### BRIEF
Within the following material, tally each line that contains the string "center". Give the tally only.

### EXTRACTED INFORMATION
****
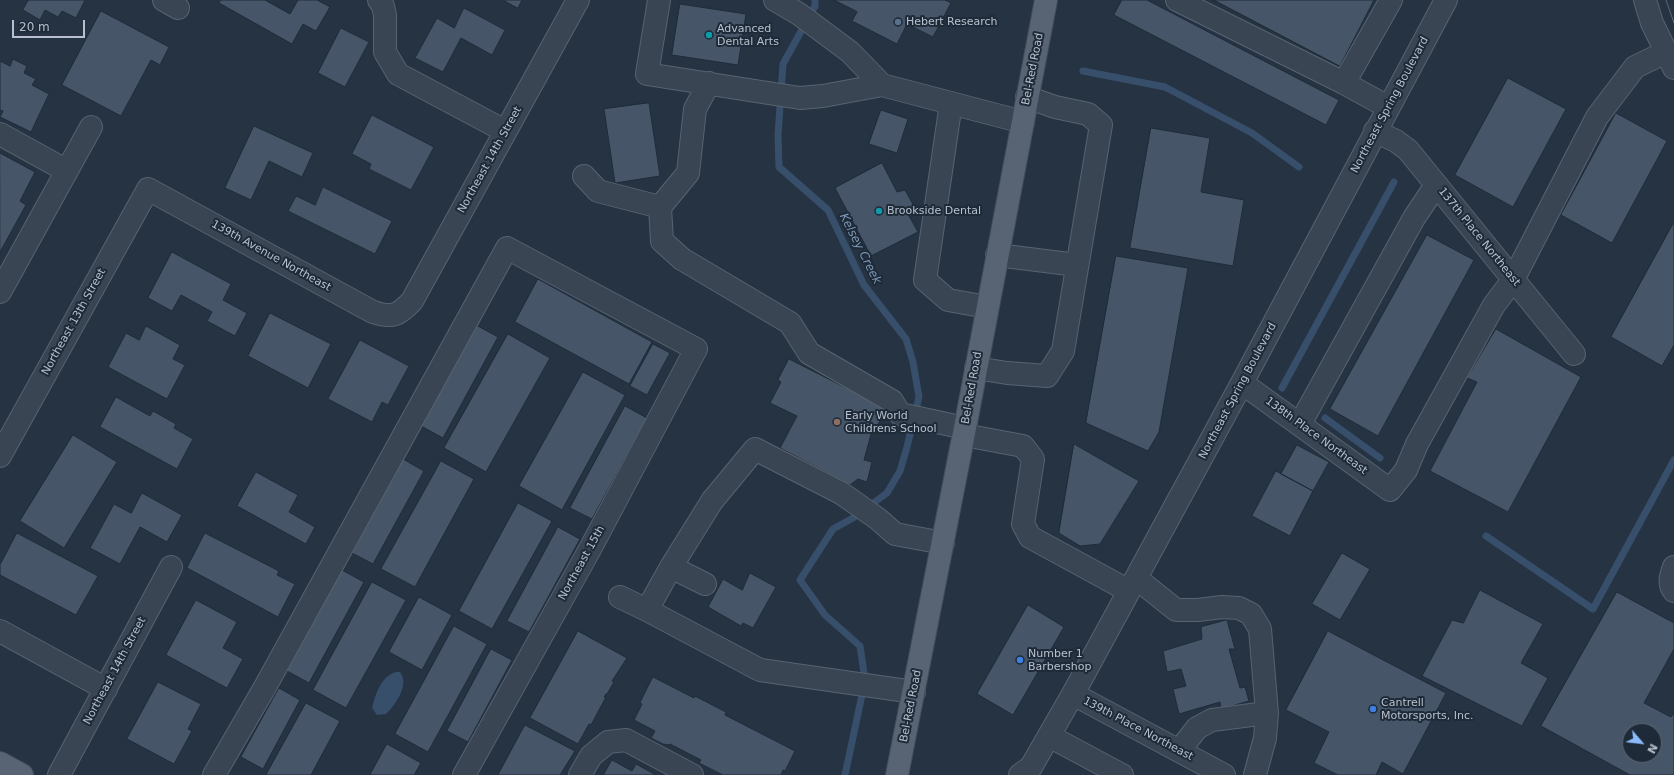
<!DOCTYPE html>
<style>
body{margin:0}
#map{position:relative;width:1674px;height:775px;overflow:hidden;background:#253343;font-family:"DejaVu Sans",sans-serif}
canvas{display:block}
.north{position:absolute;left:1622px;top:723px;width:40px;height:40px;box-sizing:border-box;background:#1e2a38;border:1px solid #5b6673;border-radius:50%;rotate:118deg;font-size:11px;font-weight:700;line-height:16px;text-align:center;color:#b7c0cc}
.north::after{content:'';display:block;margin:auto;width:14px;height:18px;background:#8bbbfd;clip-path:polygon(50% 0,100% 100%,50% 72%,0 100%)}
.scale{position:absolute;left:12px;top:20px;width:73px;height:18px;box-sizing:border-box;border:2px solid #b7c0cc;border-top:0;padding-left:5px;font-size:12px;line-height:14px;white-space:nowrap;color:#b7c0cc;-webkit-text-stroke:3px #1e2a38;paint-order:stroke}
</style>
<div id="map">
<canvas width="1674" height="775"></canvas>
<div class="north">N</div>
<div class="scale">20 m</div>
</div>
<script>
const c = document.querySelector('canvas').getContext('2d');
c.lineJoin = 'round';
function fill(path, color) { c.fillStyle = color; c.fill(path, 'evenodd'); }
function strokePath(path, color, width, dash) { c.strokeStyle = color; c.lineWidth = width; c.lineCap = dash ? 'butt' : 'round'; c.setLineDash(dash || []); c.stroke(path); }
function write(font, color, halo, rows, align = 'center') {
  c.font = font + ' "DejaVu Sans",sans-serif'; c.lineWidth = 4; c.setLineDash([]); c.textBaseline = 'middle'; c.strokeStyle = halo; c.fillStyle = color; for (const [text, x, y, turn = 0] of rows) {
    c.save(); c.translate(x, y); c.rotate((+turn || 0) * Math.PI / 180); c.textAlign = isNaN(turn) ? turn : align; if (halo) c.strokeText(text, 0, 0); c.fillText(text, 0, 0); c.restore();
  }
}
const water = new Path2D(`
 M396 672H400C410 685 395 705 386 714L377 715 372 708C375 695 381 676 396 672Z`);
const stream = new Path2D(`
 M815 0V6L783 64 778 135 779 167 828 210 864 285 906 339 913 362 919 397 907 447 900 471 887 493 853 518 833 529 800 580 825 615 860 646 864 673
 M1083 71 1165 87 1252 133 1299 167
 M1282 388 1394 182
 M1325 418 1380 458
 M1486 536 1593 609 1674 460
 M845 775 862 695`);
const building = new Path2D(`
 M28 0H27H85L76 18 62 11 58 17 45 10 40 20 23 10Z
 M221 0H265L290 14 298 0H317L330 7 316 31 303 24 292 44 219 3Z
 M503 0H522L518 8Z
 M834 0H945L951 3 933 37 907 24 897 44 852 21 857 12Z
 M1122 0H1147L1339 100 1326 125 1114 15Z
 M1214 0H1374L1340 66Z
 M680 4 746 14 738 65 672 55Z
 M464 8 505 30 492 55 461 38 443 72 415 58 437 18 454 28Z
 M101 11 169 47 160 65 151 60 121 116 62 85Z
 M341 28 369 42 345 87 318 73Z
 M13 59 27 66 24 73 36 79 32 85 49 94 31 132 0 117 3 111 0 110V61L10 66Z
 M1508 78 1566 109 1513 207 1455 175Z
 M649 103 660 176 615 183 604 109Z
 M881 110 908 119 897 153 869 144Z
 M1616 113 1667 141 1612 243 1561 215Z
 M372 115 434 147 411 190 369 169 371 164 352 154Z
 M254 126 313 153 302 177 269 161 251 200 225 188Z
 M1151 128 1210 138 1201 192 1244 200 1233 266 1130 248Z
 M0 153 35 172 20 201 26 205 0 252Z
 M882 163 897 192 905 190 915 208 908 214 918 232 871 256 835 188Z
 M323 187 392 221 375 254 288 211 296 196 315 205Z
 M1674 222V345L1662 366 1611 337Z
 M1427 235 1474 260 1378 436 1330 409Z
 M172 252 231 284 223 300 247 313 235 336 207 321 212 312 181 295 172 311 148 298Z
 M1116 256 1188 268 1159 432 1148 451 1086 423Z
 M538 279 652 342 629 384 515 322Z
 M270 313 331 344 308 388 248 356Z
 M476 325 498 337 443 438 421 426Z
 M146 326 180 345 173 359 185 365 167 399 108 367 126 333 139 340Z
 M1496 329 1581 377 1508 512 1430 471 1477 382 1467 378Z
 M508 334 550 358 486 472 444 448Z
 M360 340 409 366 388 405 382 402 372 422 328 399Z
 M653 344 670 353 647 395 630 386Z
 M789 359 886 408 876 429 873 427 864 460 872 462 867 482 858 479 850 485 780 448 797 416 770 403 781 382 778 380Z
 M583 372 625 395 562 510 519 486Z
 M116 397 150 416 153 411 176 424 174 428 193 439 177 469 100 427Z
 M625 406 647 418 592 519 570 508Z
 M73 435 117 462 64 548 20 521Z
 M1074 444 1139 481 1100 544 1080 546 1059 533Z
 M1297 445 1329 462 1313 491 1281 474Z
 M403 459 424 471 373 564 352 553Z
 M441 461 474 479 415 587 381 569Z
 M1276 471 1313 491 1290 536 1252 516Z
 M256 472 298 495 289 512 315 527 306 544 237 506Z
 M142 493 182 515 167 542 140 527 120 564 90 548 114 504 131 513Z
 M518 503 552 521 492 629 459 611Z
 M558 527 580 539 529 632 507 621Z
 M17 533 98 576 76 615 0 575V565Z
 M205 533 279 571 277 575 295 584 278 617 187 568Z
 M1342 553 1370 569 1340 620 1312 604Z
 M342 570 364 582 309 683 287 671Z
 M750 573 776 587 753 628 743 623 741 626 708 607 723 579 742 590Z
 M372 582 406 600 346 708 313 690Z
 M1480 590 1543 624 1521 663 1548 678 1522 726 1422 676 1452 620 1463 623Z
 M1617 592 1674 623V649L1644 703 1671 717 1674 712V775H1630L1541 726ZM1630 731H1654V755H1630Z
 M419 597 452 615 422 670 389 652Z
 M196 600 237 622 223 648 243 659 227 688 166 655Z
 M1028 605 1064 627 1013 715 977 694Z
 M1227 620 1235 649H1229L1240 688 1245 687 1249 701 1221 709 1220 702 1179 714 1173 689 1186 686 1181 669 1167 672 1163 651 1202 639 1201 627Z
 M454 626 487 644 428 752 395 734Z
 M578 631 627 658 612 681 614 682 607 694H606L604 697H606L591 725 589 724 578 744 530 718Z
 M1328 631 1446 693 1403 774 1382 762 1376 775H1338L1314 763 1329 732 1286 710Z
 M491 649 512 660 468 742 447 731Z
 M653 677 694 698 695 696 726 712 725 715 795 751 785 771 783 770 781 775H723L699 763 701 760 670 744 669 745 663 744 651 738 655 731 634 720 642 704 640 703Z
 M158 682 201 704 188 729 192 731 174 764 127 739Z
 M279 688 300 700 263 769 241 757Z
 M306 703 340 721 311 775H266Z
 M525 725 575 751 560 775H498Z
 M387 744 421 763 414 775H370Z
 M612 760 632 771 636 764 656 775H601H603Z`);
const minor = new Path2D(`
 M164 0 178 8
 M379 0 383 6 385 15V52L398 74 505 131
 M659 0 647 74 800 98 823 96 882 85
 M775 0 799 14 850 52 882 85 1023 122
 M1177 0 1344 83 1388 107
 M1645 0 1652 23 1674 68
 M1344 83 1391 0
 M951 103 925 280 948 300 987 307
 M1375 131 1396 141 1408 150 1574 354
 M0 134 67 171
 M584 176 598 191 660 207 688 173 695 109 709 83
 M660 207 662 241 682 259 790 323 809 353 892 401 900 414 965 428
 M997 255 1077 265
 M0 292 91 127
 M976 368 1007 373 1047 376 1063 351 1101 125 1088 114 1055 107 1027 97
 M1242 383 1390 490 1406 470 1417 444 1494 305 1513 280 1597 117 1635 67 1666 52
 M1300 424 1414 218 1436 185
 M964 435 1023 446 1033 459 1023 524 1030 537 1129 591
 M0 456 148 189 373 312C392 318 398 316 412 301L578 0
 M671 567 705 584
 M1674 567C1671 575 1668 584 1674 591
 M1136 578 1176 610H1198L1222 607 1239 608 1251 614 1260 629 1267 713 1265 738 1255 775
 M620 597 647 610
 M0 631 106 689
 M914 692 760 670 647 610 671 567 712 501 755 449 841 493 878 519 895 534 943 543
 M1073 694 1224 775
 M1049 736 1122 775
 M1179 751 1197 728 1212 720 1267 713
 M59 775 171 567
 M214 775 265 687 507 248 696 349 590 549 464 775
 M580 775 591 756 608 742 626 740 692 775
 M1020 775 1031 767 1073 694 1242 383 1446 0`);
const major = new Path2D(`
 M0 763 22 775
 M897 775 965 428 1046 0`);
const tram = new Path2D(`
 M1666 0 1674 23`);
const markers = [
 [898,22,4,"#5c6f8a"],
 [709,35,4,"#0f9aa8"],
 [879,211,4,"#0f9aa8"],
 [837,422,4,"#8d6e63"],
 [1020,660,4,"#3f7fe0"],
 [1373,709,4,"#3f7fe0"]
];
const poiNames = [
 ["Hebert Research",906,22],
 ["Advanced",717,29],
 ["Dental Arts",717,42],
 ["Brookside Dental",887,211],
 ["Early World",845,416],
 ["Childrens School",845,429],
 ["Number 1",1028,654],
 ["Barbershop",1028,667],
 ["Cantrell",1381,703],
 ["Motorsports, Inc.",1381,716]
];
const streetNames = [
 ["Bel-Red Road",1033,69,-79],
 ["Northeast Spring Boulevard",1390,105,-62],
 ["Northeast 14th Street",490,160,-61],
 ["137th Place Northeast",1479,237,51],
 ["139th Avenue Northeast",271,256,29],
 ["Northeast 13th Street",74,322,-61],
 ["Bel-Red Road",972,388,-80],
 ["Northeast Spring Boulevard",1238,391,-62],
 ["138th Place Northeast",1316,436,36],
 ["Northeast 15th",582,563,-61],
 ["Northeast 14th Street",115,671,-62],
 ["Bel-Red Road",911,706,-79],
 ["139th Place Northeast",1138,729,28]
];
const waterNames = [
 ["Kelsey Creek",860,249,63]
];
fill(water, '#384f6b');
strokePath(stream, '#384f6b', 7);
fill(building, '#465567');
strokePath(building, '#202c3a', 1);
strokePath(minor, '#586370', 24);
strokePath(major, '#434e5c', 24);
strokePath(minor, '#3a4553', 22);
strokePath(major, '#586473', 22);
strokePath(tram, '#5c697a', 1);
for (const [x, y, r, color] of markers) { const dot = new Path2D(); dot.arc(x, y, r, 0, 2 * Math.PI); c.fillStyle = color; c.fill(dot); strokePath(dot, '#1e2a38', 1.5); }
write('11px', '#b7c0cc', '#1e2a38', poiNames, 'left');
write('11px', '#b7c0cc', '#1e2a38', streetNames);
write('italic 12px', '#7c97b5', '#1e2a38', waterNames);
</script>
****
### EXERCISE RESPONSE
2